Cohen was interviewed on Call Me Back with Dan Senor, a podcast hosted by author and foreign-policy commentator Dan Senor, on the psychology of captivity. He was quoted by Rolling Stone in a feature on the role of music for October 7 hostages, noting that music, whether imagined, sung, or heard, served as a coping tool for those abducted from the Nova music festival.

Cohen has also written about post-traumatic growth (PTG), arguing that national trauma can serve as a catalyst for societal renewal.

==The E.L.I.T.E. Method and Speaking Career==

Since retiring from the Mossad in 2015, Cohen has worked as a speaker and executive coach, developing and teaching the E.L.I.T.E. method, a leadership and resilience framework based on his career as a special forces psychologist, applied in the corporate world.

==Publications and Media Coverage==

===Selected Media Coverage===

- "A Hostage Negotiator's Lesson in Listening", The Wall Street Journal, January 2019.
- "'Resilience is in the Jewish people's DNA': The man helping Israel's freed hostages heal", The Jewish Chronicle, October 2025.
- "'Humanitarian intelligence': Debriefing head lays out protocol for questioning freed hostages", The Jerusalem Post, November 2024.
- "Hostage debrief team leader: Here is how to receive freed captives", The Jerusalem Post, January 2025.
- "From national PTSD to national post-traumatic growth: Israel must turn pain to power", The Jerusalem Post, February 2026.
- "Oct. 7 Hostages Reveal the Music That Helped Them Hold On", Rolling Stone, January 2026.
- "The man who saw 168 people return from hell", Jewish News, 2025.
- Hostage Debrief Team Leader profile, Jewish Standard, 2026

===Podcasts and Broadcast===
- "What we know about captivity in Gaza — with Glenn Cohen", Call Me Back with Dan Senor, May 2024.
- "The Former Mossad Psychologist in the Room When the Hostages Returned", Meaningful People Podcast, November 2025.
- Dr.
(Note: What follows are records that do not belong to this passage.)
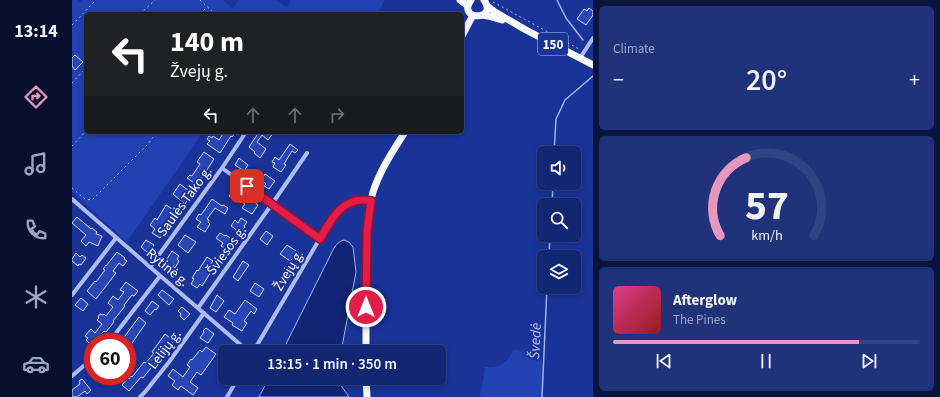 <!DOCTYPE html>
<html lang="en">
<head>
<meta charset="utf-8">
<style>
	body { margin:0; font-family:"Source Sans 3",sans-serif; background:#20327a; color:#f1f3f6; height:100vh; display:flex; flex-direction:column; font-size:15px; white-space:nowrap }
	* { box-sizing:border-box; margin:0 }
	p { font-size:13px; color:#9da5c4 }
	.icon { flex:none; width:22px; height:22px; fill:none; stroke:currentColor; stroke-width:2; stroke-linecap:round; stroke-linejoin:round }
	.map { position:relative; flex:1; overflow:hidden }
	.drawer { display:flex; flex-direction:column; gap:6px; padding:6px; background:#0a153f; width:347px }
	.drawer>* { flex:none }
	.banner { position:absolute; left:12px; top:12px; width:380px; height:122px; border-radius:6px; box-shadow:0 2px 6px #0003,0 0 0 1px #324384; background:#202124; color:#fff; overflow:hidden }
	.buttons { position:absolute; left:465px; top:146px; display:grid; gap:8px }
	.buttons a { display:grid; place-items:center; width:44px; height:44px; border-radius:6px; background:#132672; box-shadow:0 2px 6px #0003,0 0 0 1px #324384; font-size:20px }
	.speed { position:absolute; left:12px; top:333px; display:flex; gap:8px; font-size:20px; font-weight:700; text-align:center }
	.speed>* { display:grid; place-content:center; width:52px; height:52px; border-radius:50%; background:#132672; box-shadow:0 2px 6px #0003,0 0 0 1px #324384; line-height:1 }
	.speed .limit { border:6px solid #d22; background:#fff; color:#111 }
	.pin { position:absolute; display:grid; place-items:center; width:34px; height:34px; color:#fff; margin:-17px; border-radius:8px; box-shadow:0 2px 6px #0006 }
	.me { position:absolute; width:44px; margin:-22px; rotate:0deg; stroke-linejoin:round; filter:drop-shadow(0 0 3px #0008) }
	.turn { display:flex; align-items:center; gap:14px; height:84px; padding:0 20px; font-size:18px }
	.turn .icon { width:52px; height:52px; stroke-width:2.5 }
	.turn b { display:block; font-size:28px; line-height:34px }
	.lanes { display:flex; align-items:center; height:38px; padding:0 20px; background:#0003; justify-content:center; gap:20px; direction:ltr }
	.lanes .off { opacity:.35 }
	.big { font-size:30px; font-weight:600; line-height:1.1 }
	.drawer .widget { flex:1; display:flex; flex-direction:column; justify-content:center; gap:6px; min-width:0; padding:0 14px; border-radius:6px; background:#20327a }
	.drawer .dial { align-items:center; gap:0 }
	.dial svg { height:104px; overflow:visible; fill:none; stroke:#324384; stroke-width:7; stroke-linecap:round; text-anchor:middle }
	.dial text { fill:#f1f3f6; stroke:none }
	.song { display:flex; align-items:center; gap:12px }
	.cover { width:48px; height:48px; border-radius:6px; background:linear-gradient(135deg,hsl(330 70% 55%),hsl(0 70% 35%)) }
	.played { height:4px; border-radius:2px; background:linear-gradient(90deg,#e797bd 80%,#324384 80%) }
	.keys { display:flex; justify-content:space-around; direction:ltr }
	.heat { display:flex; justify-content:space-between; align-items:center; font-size:22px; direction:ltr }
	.trip { position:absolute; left:146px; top:345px; width:228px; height:40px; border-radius:6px; background:#132672; box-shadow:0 2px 6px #0003,0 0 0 1px #324384; font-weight:600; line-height:40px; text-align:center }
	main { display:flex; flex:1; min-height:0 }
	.tab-bar { display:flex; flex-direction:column; width:72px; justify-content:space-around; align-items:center; background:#080f2e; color:#9da5c4 }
	.tab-bar .icon { width:28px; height:28px }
	.tab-bar .selected { color:#e797bd }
	.tab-bar b { font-size:18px; color:#f1f3f6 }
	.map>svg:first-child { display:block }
</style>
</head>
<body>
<main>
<nav class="tab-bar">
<b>13:14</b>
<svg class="icon selected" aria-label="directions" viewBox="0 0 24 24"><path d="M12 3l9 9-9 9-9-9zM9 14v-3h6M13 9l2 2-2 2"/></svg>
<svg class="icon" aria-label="music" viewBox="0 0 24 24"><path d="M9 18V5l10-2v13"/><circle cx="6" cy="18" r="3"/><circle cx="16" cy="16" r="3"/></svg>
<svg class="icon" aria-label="phone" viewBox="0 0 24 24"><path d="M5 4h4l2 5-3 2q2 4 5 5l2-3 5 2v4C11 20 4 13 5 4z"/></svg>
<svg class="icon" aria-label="climate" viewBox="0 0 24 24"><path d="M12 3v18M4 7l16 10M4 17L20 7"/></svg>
<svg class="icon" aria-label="car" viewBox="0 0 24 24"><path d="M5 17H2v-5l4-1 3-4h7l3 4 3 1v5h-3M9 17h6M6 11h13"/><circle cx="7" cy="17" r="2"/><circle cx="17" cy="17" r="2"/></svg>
</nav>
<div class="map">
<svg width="521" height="397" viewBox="0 0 521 397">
	<rect width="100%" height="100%" fill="#193398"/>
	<!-- green -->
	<path fill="#2241b2" d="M0,0h6l2,2 2,-2h141l10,9 5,-9h37l12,7 4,-7h94l-8,14h-291v118h117l-76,110 -55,-50z
		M441,350l28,1 2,46h-63l5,-30c13,1 23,-4 28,-17z"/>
	<!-- water -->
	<path fill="#112476" stroke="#a1b4f3" d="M272,240l5,2 4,5 3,25 -15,80h-59l52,-104c3,-4 5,-7 10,-8z
		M197,378h68l3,6 9,13h-90z"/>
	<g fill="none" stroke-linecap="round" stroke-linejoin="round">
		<!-- stream -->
		<path stroke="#a1b4f3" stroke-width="1.5" d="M485,0l9,18 17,22
			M482,153l2,-34 9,-19 28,-24
			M480,205l1,-22
			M477,257l1,-22
			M470,397l5,-110"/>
	</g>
	<!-- building -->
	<path fill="#2846b6" stroke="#d5ddfc" d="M517,8l4,3v4l-7,10 -9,-6 7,-10 3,2z
		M3,55l8,7 -8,8 -3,-4v-8z
		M152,132h12l-4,5 -1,-1 -11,17 -13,-9 3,-3 -3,-2 2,-3 3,2 1,-2 6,4z
		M180,132h22l-6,8 -6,-5 -5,7 9,7 -6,9 -6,-5 1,-1 -6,-5 8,-12z
		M218,144l8,6 -3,3 -3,-2 -8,13 2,1 -5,7 -8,-5 2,-4 -3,-1 3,-5 4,3z
		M132,152l10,7 -17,26 -10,-7 3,-3 2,1 8,-12 -3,-2z
		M167,158l9,7 -4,6 -9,-6z
		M193,174l10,7 -6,8 -5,-3 2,-2 -5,-4z
		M108,184l9,7 -3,3 4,3 -5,7 -12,-10z
		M163,188l5,3 -1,3 8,6 1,-2 9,4 -1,2 2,1 -6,9 -10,-6 3,-4 -10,-6 -1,1 -5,-3z
		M140,199l10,7 1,-1 5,3 -3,6 -10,-6 -8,11 2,1 -1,2 2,2 -5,8 -8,-5 4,-5 -5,-3 3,-5 2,1z
		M94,205l9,6 -2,4 1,1 -11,15 1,1 -4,6 -8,-5 3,-4 -5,-4 5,-7 2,2z
		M5,217l14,12 1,-1 5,4 -1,2 6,2 -4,10 -9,-4 -3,4 -5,-5 5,-6 -14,-12z
		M169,218l6,4 -3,4 1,1 -4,6 -10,-7 4,-6 3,3z
		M194,231l7,5 -6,9 -7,-6z
		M148,233l5,3 1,-1 8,6 -4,6h-1l-2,3 -6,-4 2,-3 -7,-5z
		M113,235l11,7 -8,11 -10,-8z
		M74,240l8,5 -6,8 -7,-6z
		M215,245l12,8 -5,7 -1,-2 -3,3 -10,-7z
		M100,251l7,5 -2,3 2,2 -4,7 -10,-6z
		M45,252l8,6 -1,1 3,2 -4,5 -4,-3 -6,8 3,2 -20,26 -9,-8 8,-10 1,1 9,-12 -2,-1 3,-4v1z
		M4,253l4,4 2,-2 4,3 -5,7 -2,-1 -1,2 -6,-5v-2z
		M135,257l6,4 -3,4 4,2 -12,19 -2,-2 -3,4 -6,-4 3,-5 -2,-1 5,-8 1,1z
		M171,261l6,4 -11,16 -5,-4z
		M54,282l12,9 -4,5 -2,-1 -8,10 1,1 -12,15 1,1 -8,10 -2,-1 -10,11h-1l-2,3 -5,-5 2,-2 -3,-2 6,-7 4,4 7,-9 -5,-4 2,-2 -1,-1 2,-3 3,1 1,-1 2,2 7,-9 -5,-4 5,-7 5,4 6,-8 -4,-2z
		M183,283l9,6 -5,8 -9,-6z
		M90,290l12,9 -5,6 -11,-10z
		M145,295l7,6 -8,11 -6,-4z
		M9,298l7,6 -5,7 -8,-6z
		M173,300l12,9 -3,5 -3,-3 -7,10 3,2 -5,8 -10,-6 1,-2 -9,-6 5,-7 6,4z
		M80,301l7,5 -3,4 -1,-1 -5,6 -5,-4z
		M110,307l8,7 -6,6 -4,-4 1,-2 -3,-3z
		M67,317l7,6 -16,23 -3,-2v-2h-3l-2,-2z
		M134,328l8,6 -6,9 -8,-5 4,-6 -1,-1z
		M93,334l9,7 -18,23 -1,-1 -12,15 -2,-1 -12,14 -7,-6 6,-7 1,1 2,-3 1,1 12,-15 2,1 8,-10 -2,-1z
		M134,347l10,7 -15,21 -4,-3 -7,10 8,6 -5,7 -12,-9 -3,4 -6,-5 3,-4 -7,-5 5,-7 10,8 7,-10 -3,-2 4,-6 1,1 8,-10 2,2z
		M10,379l9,11 -4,4 -2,-3 -8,6h-5v-7l8,-6 -1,-3z"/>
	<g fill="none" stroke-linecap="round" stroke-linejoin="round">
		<!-- path -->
		<path stroke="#aebcf1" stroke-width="1" stroke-dasharray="2 3" stroke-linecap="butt" d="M128,0l15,14
			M421,2l86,47
			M68,14l15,-14
			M128,14l7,-7
			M0,25l24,-25
			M0,83l14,-15
			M0,146l14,-15
			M0,188l13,11 7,1 56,-56 9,-12"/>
		<!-- minor -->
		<path stroke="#aebcf1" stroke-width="4" d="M508,58l13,-20
			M174,132l-24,36 98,71
			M0,199l78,68 99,85
			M78,267l72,-99
			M0,295l44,-57
			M126,308l74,-104 35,-51
			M37,342l51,-66
			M181,352l79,-134c10,-12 23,-20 39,-17
			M0,376l21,-18
			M68,397l5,-5 24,-30 35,-49
			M155,397l11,-19"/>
		<!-- primary -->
		<path stroke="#f8f9ff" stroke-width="7" d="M388,0l8,6
			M399,0c-15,21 28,21 13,0
			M415,6l8,6 31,18 67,35
			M410,15l6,1 14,4
			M390,36l11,-21
			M294,352v-105c1,-19 1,-37 7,-55 7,-22 20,-41 32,-60
			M294,378l1,19"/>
	</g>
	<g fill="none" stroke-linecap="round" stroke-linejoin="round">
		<defs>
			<path id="route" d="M175,186l73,53c11,-20 24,-44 51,-38l-4,31 -1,75"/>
		</defs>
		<!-- route casing -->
		<use href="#route" stroke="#92132f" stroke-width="10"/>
		<!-- route -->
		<use href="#route" stroke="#e11d48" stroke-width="7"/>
	</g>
	<g text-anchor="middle" stroke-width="4" stroke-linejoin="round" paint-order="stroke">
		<!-- shield labels -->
		<rect fill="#193398" stroke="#bac2e0" stroke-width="1" x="466" y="33" width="30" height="22" rx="3"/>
		<g font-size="13" font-weight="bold" fill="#fff">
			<text x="481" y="49">150</text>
		</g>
		<!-- street labels -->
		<g font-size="14" fill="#fff" stroke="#193398">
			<text transform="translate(112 201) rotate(-54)" y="5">Saulės Tako g.</text>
			<text transform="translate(154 250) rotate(-54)" y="5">Šviesos g.</text>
			<text transform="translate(96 267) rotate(40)" y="5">Rytinė g.</text>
			<text transform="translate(216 270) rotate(-59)" y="5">Žvejų g.</text>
			<text transform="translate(92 349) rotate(-53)" y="5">Lelijų g.</text>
		</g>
		<!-- water labels -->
		<g font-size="15" font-style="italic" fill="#bac8f7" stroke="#193398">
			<text transform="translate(463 341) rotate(-87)" y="5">Švedė</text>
		</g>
	</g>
</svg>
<div class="buttons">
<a><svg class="icon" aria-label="sound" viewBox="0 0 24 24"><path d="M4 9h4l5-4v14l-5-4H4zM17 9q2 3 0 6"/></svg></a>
<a><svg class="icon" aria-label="search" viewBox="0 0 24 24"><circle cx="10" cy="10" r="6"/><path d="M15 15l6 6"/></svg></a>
<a><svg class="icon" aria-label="layers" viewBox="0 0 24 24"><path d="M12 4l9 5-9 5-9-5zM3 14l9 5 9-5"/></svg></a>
</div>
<div class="speed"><div class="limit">60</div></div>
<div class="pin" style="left:175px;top:186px;background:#d93025"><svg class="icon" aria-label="arrive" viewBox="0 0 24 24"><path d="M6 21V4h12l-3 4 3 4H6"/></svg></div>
<svg class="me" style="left:294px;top:307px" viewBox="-20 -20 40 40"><circle r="17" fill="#e11d48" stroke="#fff" stroke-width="3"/><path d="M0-11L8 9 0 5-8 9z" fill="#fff"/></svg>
<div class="trip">13:15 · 1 min · 350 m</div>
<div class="banner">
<div class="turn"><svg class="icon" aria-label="left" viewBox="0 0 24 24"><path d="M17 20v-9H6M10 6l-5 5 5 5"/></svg><div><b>140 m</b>Žvejų g.</div></div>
<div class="lanes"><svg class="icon" aria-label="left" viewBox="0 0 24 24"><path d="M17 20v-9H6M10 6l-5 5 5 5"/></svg><svg class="icon off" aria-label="ahead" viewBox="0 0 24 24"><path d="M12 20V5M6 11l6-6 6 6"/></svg><svg class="icon off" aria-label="ahead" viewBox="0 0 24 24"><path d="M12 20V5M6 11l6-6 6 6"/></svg><svg class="icon off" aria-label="right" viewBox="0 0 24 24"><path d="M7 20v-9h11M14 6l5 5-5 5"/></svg></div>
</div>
</div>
<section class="drawer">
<div class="widget"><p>Climate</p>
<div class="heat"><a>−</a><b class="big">20°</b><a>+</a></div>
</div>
<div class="widget dial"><svg viewBox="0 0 100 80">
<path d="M14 69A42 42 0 1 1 86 69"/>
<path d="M14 69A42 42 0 0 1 34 9" stroke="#e797bd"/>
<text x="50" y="56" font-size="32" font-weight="700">57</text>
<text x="50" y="72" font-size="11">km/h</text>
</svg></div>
<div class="widget">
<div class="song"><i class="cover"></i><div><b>Afterglow</b><p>The Pines</p></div></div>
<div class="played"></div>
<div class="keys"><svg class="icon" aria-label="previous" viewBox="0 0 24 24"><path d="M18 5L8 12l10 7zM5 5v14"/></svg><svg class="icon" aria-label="pause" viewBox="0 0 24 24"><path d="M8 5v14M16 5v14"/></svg><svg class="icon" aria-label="next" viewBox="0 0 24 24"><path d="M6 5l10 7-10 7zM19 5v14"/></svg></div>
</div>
</section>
</main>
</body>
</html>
Phil — interview on leadership and resilience.
- The Business of Meetings Podcast — interview on resilience under pressure.
- Inside Medicine Podcast — interview on trauma and PTG.
- JM in the AM — radio interview.

===Books===

- Featured in The Genius of Israel by Dan Senor and Saul Singer.
- Featured in Israel 201 (pp. 184–187), published in 2023.
- Surviving and Thriving After Trauma — forthcoming book documenting findings from the October 7 hostage debriefings, to be published by Simon & Schuster.

==Recognition==

- Named among the Algemeiner's Top 100 People Positively Influencing Jewish Life.
- Listed on the Legacy Worthy Honor Roll as a Servant Leader.